I often wonder how diarists can separate themselves from their emotions long enough to commit something readable to paper. Does it mean there is a kind of distance between an experience and its impact? How can you write something down while its consequences are still rattling through your veins? Do such people in fact not really experience things at all but merely observe them?

I ask because I've often tried to write diaries of my own. They always stop at precisely the point something ghastly happens, like a work crisis or a love crisis. I cannot record these things, because I can never find the words for them. The feelings always re-emerge, or are too vivid anyway, and anything I put seems trite or simply inadequate. That, or it just seems wrong to be writing things that are really happening and are really awful. The only way I could see to do it would be if I - as a self, as a feeling being - was not affected by the things that happened to me, so that I could sit there as the same, possessed person I had been before, and write it as though it were a story.

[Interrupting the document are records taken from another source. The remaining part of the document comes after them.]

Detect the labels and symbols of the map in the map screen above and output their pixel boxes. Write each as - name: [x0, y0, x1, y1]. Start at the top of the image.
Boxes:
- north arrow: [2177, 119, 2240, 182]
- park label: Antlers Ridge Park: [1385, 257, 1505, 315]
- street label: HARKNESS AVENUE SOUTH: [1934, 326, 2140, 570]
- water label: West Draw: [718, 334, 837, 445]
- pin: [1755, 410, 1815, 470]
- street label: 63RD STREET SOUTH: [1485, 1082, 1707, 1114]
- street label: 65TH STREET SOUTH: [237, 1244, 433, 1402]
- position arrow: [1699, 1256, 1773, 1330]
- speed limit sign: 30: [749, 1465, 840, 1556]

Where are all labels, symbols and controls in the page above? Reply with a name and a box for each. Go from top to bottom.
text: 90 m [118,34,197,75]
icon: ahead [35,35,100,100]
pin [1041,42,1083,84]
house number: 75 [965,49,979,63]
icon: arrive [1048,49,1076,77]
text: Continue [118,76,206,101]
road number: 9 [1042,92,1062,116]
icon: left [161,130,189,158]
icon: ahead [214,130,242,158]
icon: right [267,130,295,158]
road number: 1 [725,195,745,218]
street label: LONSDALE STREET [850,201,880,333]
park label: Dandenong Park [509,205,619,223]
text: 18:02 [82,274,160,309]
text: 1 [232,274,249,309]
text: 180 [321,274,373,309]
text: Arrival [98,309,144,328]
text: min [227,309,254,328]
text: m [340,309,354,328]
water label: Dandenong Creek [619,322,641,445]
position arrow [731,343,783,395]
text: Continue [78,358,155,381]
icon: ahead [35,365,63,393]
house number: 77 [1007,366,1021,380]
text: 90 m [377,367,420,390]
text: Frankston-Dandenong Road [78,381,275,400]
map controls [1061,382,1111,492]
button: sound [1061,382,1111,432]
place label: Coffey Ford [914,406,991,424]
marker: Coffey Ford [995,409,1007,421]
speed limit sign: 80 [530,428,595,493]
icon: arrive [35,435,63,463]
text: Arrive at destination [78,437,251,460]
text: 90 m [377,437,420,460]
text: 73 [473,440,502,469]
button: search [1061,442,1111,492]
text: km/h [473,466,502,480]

Even that is difficult, because I know I am lying, in the sense that I'm not writing a story, but babbling a set of unpleasantnesses or a jagged series of events. This is why for years I've only written poetry, so that I can write in shades of opacity that suit my need to close the actual experience down, and leave myself with only a reflected emotion, which I can write in analogue or metaphor.

Real experience, for me, needs to be left alone to settle or to wreak the havoc it wants to wreak. It is too important to be narrowed and scribed, and the emotion too raw to write, even privately.

Maybe years later. Or sublimated into an imagery that can actually be used; but then you never quite get to the centre of the issue.